[Start of Attachment]

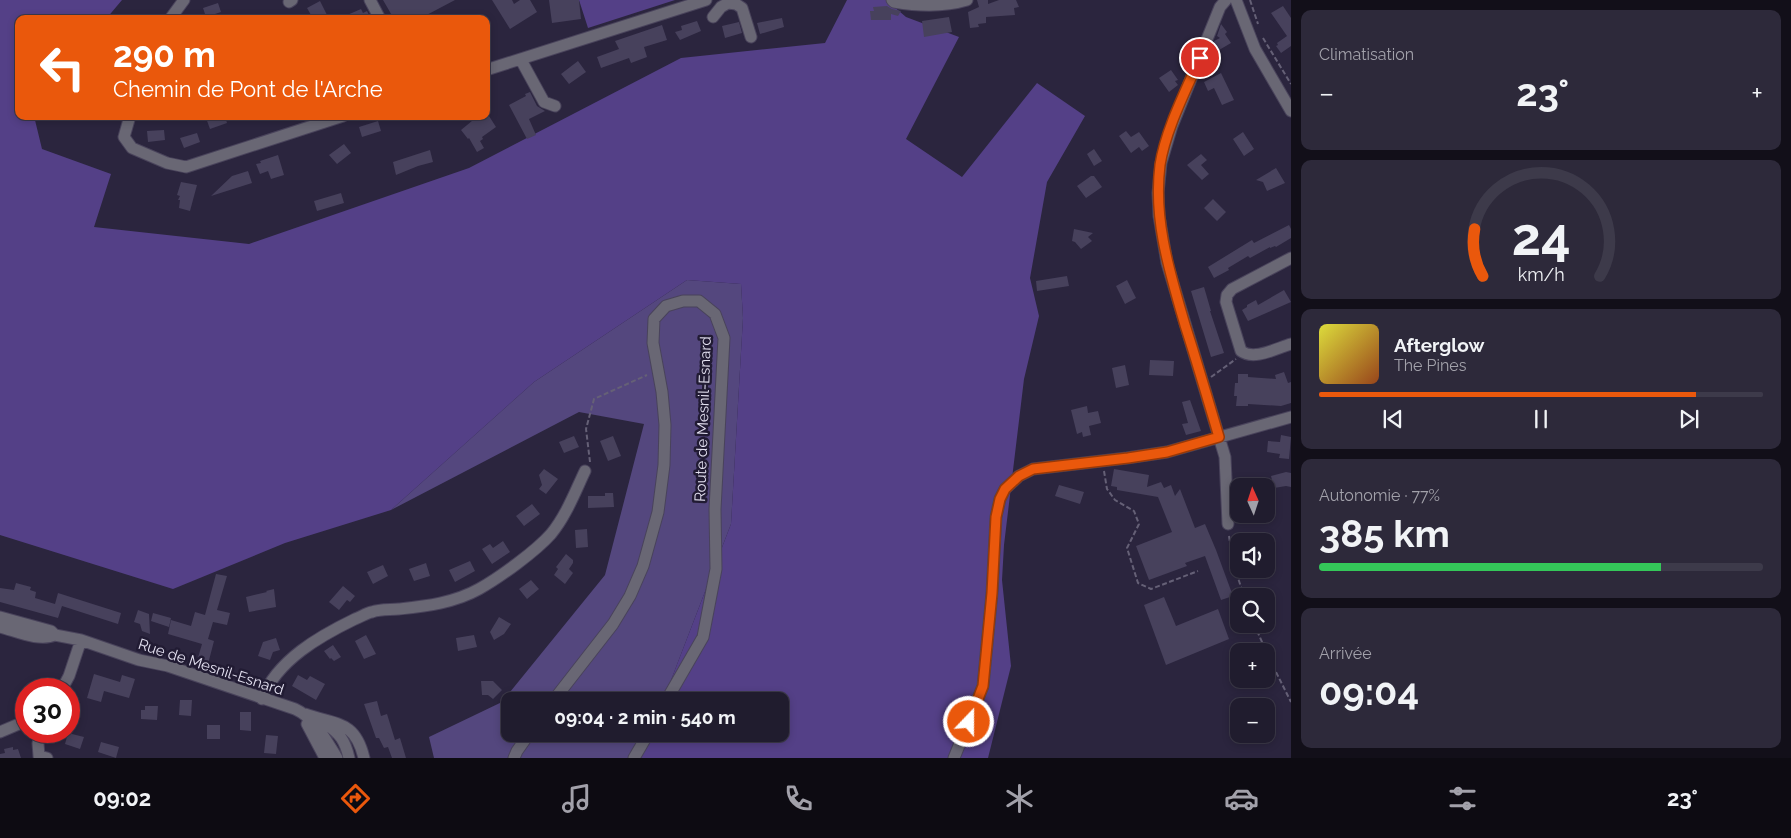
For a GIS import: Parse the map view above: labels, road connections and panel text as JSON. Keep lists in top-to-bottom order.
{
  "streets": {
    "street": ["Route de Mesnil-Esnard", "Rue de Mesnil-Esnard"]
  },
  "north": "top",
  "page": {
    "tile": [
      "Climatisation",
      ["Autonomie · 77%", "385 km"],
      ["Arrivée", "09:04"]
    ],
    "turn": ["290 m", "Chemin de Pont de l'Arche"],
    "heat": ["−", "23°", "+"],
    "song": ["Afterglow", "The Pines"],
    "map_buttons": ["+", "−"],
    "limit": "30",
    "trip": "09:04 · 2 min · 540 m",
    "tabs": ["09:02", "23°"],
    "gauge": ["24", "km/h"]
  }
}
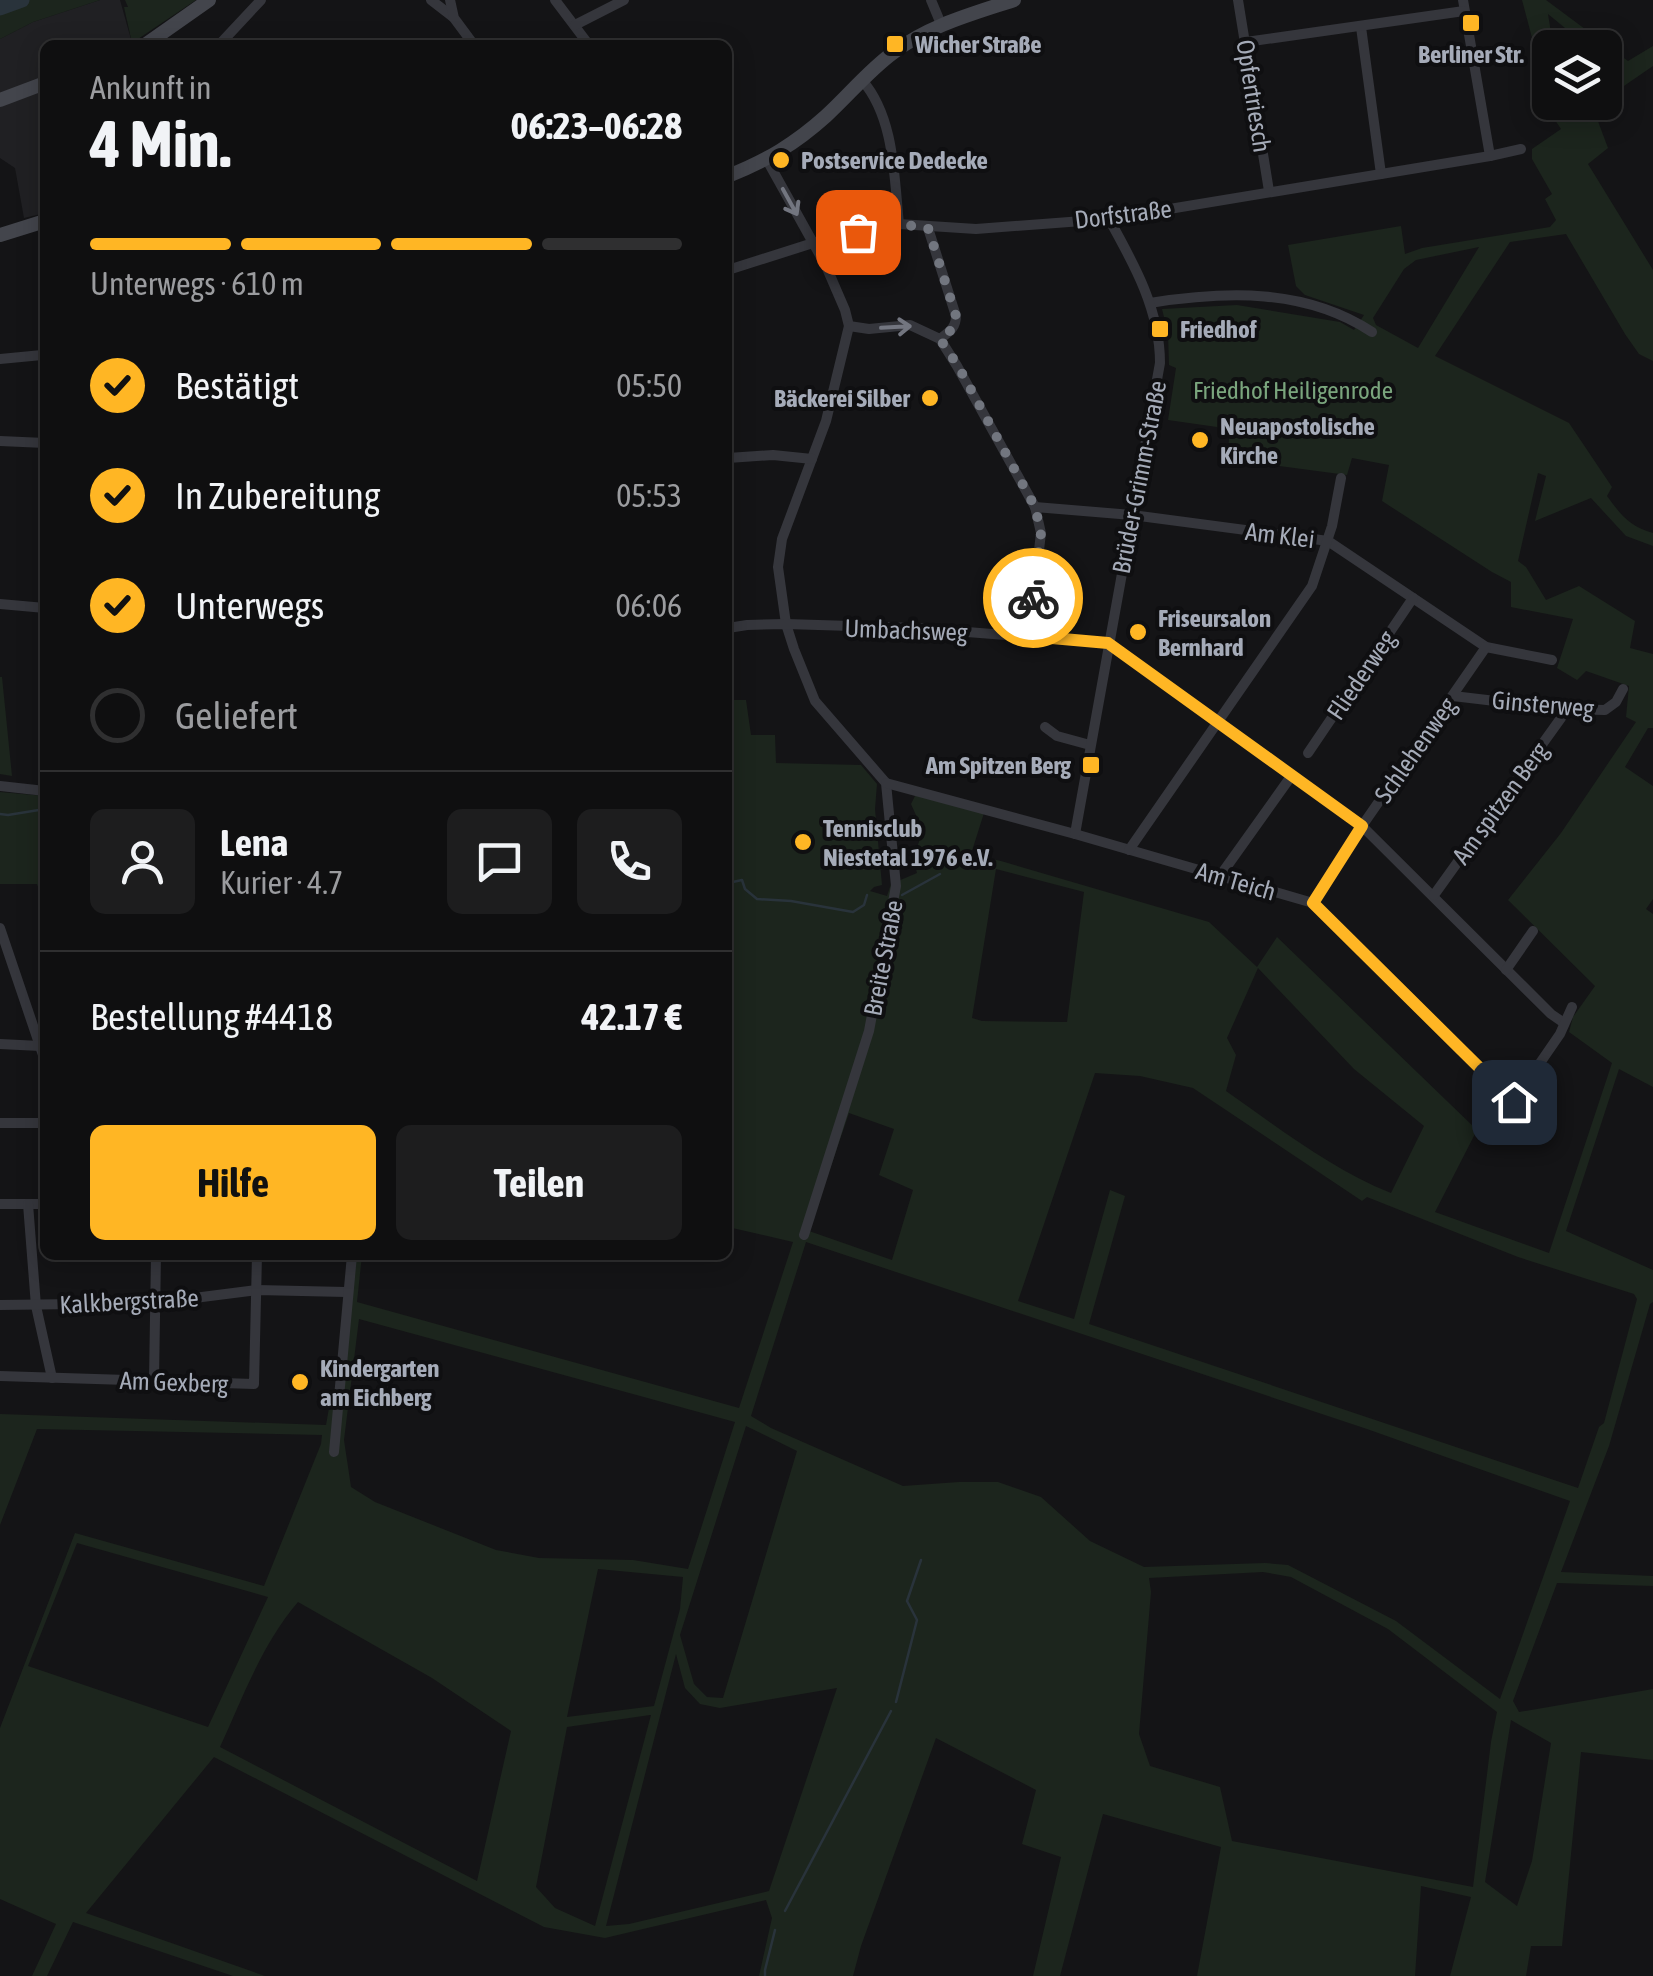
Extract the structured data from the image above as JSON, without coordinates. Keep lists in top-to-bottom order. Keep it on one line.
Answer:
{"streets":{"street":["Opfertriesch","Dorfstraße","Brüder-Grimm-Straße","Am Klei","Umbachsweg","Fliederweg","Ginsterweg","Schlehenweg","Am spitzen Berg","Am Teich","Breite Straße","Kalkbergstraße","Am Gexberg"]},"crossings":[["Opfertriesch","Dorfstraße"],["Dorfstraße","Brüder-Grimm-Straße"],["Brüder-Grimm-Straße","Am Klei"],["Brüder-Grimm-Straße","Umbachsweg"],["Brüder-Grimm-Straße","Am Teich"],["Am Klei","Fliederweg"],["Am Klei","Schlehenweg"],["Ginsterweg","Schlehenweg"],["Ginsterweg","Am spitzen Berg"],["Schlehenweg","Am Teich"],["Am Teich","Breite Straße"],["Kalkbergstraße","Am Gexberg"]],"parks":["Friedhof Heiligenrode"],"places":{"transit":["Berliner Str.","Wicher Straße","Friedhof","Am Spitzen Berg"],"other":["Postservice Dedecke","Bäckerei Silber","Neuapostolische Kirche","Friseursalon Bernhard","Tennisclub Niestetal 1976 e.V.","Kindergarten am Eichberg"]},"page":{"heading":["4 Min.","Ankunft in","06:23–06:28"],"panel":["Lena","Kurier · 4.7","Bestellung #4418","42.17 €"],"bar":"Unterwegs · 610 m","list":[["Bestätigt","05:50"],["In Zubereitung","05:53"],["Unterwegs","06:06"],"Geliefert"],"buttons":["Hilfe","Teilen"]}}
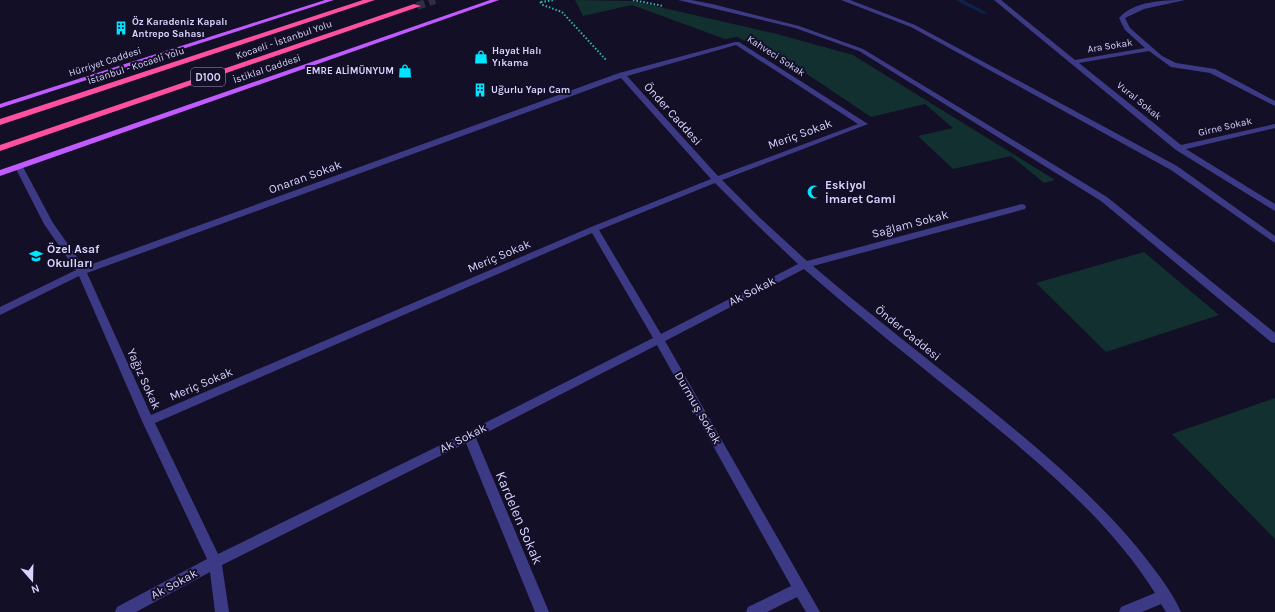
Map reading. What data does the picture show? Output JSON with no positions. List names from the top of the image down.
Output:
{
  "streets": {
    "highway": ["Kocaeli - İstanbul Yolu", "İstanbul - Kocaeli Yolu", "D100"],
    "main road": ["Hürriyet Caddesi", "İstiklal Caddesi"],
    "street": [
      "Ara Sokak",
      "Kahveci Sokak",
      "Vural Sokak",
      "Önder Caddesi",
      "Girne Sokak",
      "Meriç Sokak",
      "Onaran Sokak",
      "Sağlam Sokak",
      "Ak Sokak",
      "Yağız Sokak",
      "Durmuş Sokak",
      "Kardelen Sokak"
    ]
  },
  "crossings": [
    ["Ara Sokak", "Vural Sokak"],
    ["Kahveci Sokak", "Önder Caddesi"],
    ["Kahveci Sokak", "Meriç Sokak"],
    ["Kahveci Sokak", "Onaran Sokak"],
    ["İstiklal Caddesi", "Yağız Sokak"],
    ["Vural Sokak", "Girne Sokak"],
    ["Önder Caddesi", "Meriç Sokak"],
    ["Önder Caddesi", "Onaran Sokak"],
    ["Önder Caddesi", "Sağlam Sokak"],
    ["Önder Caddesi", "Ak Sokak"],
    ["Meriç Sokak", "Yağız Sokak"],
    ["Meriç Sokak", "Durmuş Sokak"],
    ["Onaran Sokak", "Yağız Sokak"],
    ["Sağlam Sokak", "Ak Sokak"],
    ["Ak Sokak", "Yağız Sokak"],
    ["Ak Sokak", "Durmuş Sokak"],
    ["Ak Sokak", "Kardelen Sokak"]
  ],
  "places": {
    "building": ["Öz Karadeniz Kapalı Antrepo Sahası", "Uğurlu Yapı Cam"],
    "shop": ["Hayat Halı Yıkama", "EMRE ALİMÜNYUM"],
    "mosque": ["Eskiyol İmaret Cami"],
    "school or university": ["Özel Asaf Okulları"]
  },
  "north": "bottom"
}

[End of Attachment]

* **BRIEF**: Only the lines with "from" are needed; find them in the records and copy each one.

* **REPLY**:
Extract the structured data from the image above as JSON, without coordinates. Keep lists in top-to-bottom order. Keep it on one line.
Map reading. What data does the picture show? Output JSON with no positions. List names from the top of the image down.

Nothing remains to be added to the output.